Transparency changes promised at the council to prevent another Bristol Energy fiasco

Top Bristol councillors will get confidential briefings on commercially sensitive information in an attempt to avoid a repeat of the Bristol Energy fiasco.
Three members of the audit committee will be briefed on relevant but legally exempt information related to companies owned by Bristol City Council. The cross-party committee is responsible for providing independent assurance that the council’s governance and risk management systems are working properly.

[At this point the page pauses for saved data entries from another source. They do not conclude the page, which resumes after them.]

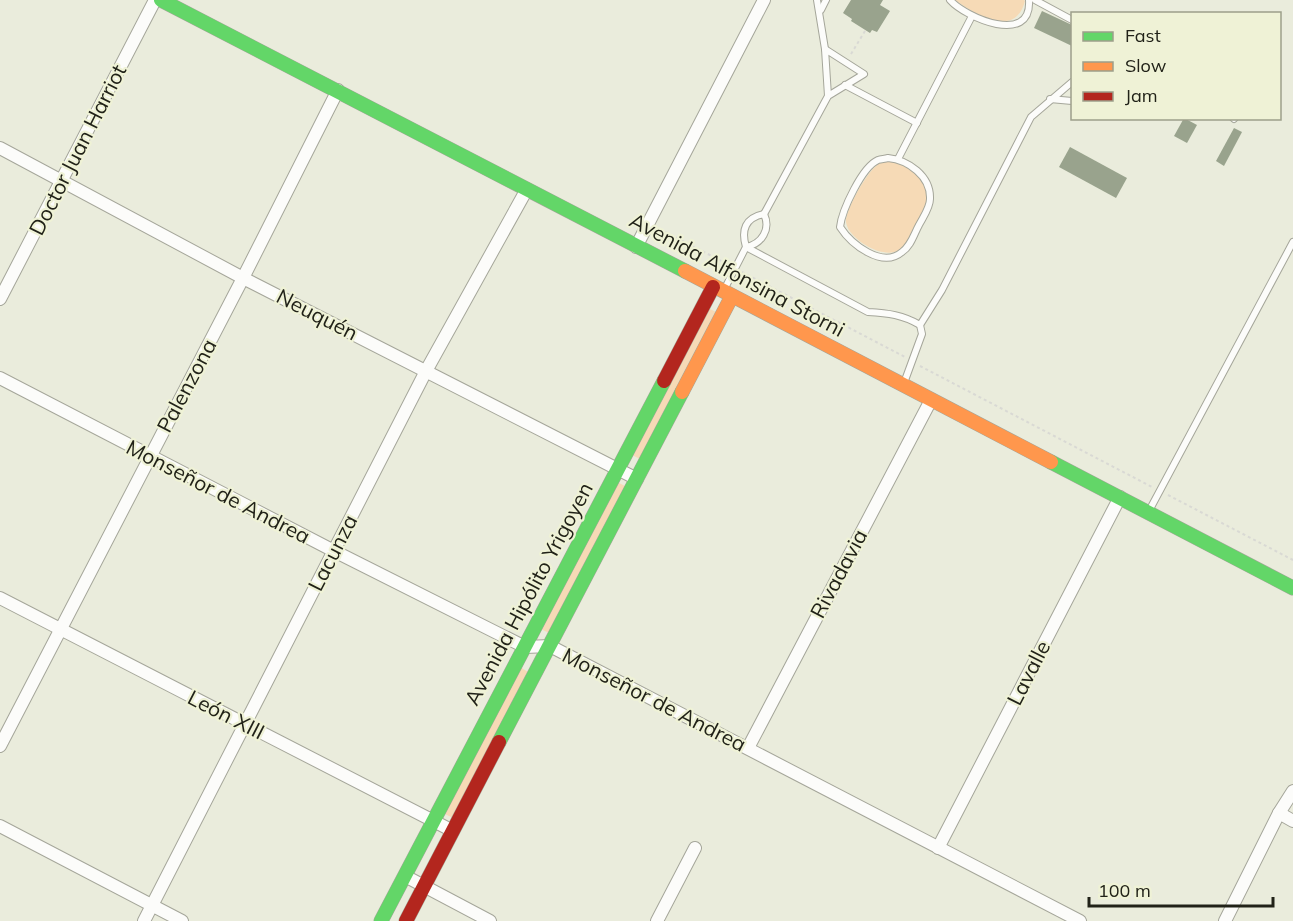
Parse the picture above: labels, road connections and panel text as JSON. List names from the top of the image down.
{
  "streets": {
    "main road": ["Avenida Alfonsina Storni", "Avenida Hipólito Yrigoyen"],
    "street": [
      "Doctor Juan Harriot",
      "Neuquén",
      "Palenzona",
      "Monseñor de Andrea",
      "Lacunza",
      "Rivadavia",
      "Lavalle",
      "León XIII"
    ]
  },
  "crossings": [
    ["Doctor Juan Harriot", "Neuquén"],
    ["Avenida Alfonsina Storni", "Palenzona"],
    ["Avenida Alfonsina Storni", "Lacunza"],
    ["Avenida Alfonsina Storni", "Rivadavia"],
    ["Avenida Alfonsina Storni", "Avenida Hipólito Yrigoyen"],
    ["Avenida Alfonsina Storni", "Lavalle"],
    ["Neuquén", "Palenzona"],
    ["Neuquén", "Lacunza"],
    ["Neuquén", "Avenida Hipólito Yrigoyen"],
    ["Palenzona", "Monseñor de Andrea"],
    ["Palenzona", "León XIII"],
    ["Monseñor de Andrea", "Lacunza"],
    ["Monseñor de Andrea", "Rivadavia"],
    ["Monseñor de Andrea", "Avenida Hipólito Yrigoyen"],
    ["Monseñor de Andrea", "Lavalle"],
    ["Lacunza", "León XIII"],
    ["Avenida Hipólito Yrigoyen", "León XIII"]
  ],
  "legend": ["Fast", "Slow", "Jam"],
  "scale_bar": "100 m"
}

The change to the way it operates was agreed on Monday (January 25) after members expressed no confidence that the council had learned from the mistakes of Bristol Energy, saying its “passion for secrecy continues”. It is hoped that the briefings will go some way towards avoiding those mistakes with other companies owned by the council, such as its housing development company, Goram Homes.

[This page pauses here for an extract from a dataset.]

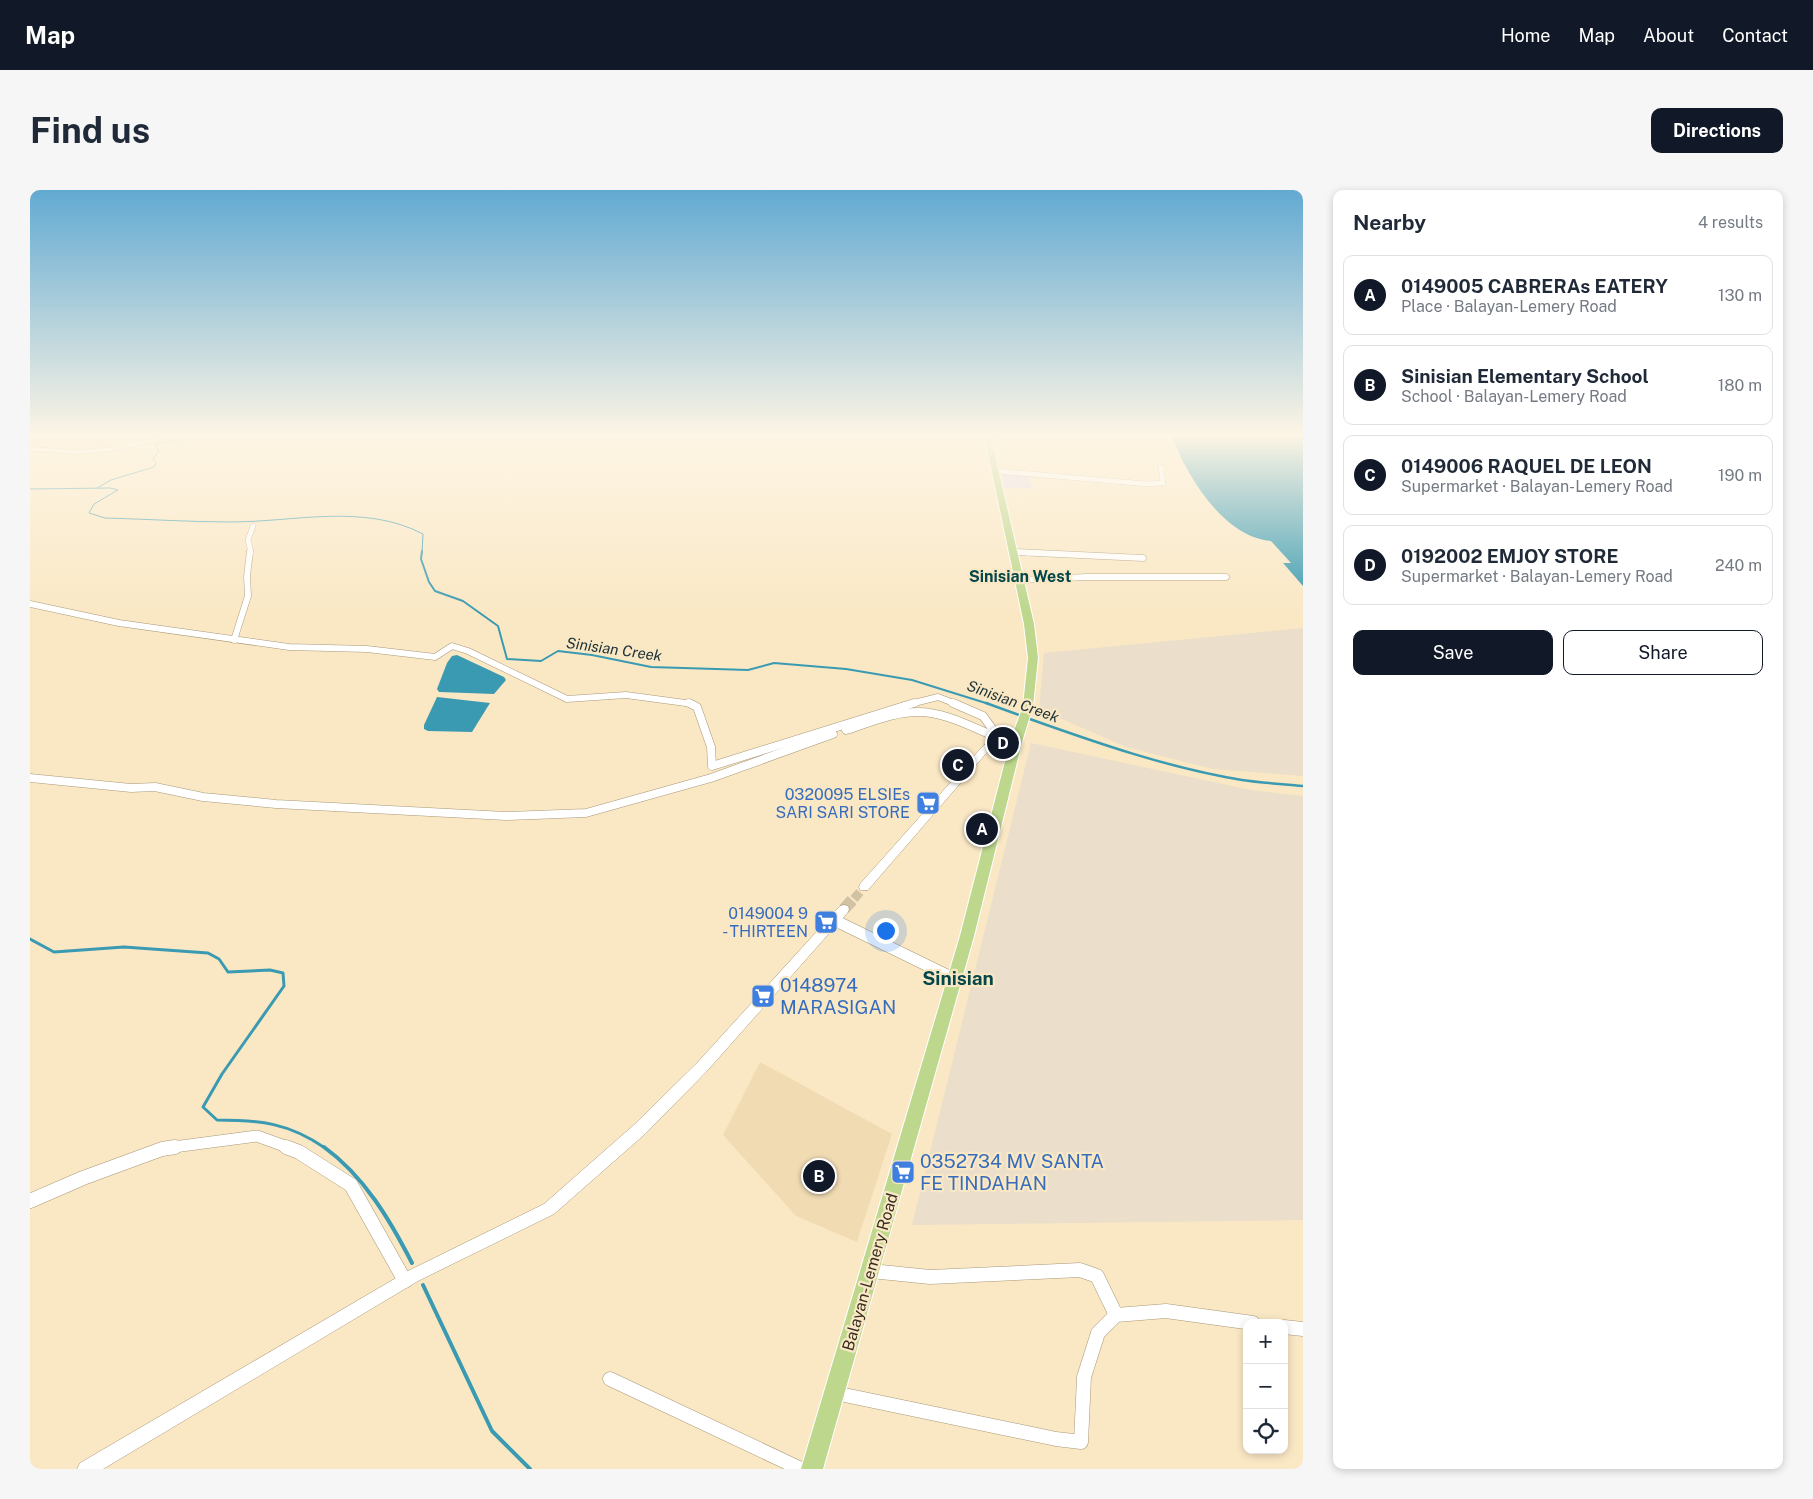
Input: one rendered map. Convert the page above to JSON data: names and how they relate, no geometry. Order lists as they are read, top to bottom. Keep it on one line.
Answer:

Bristol Energy lost a total of nearly £50million, including at least £36.5million of taxpayers’ money, before it was broken up and sold last year.
In a damning report this month, the authority’s external auditor found the council’s governance and decision-making arrangements for the energy firm were “inadequate” in its final year of trading.
Grant Thornton made 12 recommendations to improve such arrangements for the council’s other companies, addressing such matters as the sharing of confidential and exempt information, including with the audit committee.
It advised the council to “develop a mechanism to enable the audit committee to be sighted on potential exempt issues within their role and responsibilities and legal duties”.
“This passion for secrecy continues and it continues to cost the taxpayer millions”
The recommendation followed the auditor’s observation that the committee were not kept properly informed of the governance and risks related to Bristol Energy in 2019/20 and should have had “closer involvement” with the council’s investment.
But audit committee members were not satisfied with the responses from council management to some of the recommendations in the auditor’s report. None said they were confident their concerns about access to information had been addressed, leaving them worried they would be kept in the dark about the council’s other companies as well.
Green councillor Clive Stevens, the committee’s vice chairperson, said: “The mayor and council are putting more taxpayers’ money into businesses – big ones.
“And therefore, the audit committee needs to be able to evaluate the value for money arrangements.
“It’s even more important because there’ll be much more than £50million at risk. Some of the answers from the council show they’ve learned nothing.
‘Regular, periodic, confidential briefings’
“So this passion for secrecy continues and it continues to cost the taxpayer millions.”
But the committee was assured by Jon Roberts from Grant Thornton, and the council’s monitoring officer Tim O’Gara and director of finance Denise Murray, that there was much more to the council’s response than what was written in the report, and that the council accepted the recommendations and were committed to carrying them out.
At the suggestion of Mr Roberts, and with the backing of Mr O’Gara and deputy mayor Craig Cheney, the committee agreed that three of their number would get “regular, periodic confidential briefings” in future.
The chair, vice chair and an independent member from outside the council will act on behalf of the committee and then engage with members “as appropriate, depending on the issues discussed”, the meeting heard.
Members had reservations about what information would be fed back to them, but the committee chair, Labour’s Mark Brain, said the trio would report back “in short order” on whether the briefings were working. The committee will also monitor the council’s progress carrying out the auditor’s recommendations, work which is set to be completed by October this year and involves a review of governance arrangements.
Mr O’Gara said: “You have my assurance as the council’s monitoring officer, who has a number of the actions against my name, that I welcome the recommendations and I’m keen to work with colleagues and members and officers alike to take those recommendations forward to ensure we implement some continuous improvement around how we govern our council companies.”
Ms Murray said: “We’re actually proposing to roll out the proposed changes and improvements across all of our activity and how we govern all of our companies and how we report the information being proposed.
“We want to actually seek to continually improve how we report information and how we deal with information we deem to be of public interest and those that are critical to decision making.”
Mr Roberts told the committee: “Even though this is a challenging issue, we’ve had very good engagement from the council, from whoever we’ve talked to from within the council, and I have no concerns about the level of openness to my audit team”.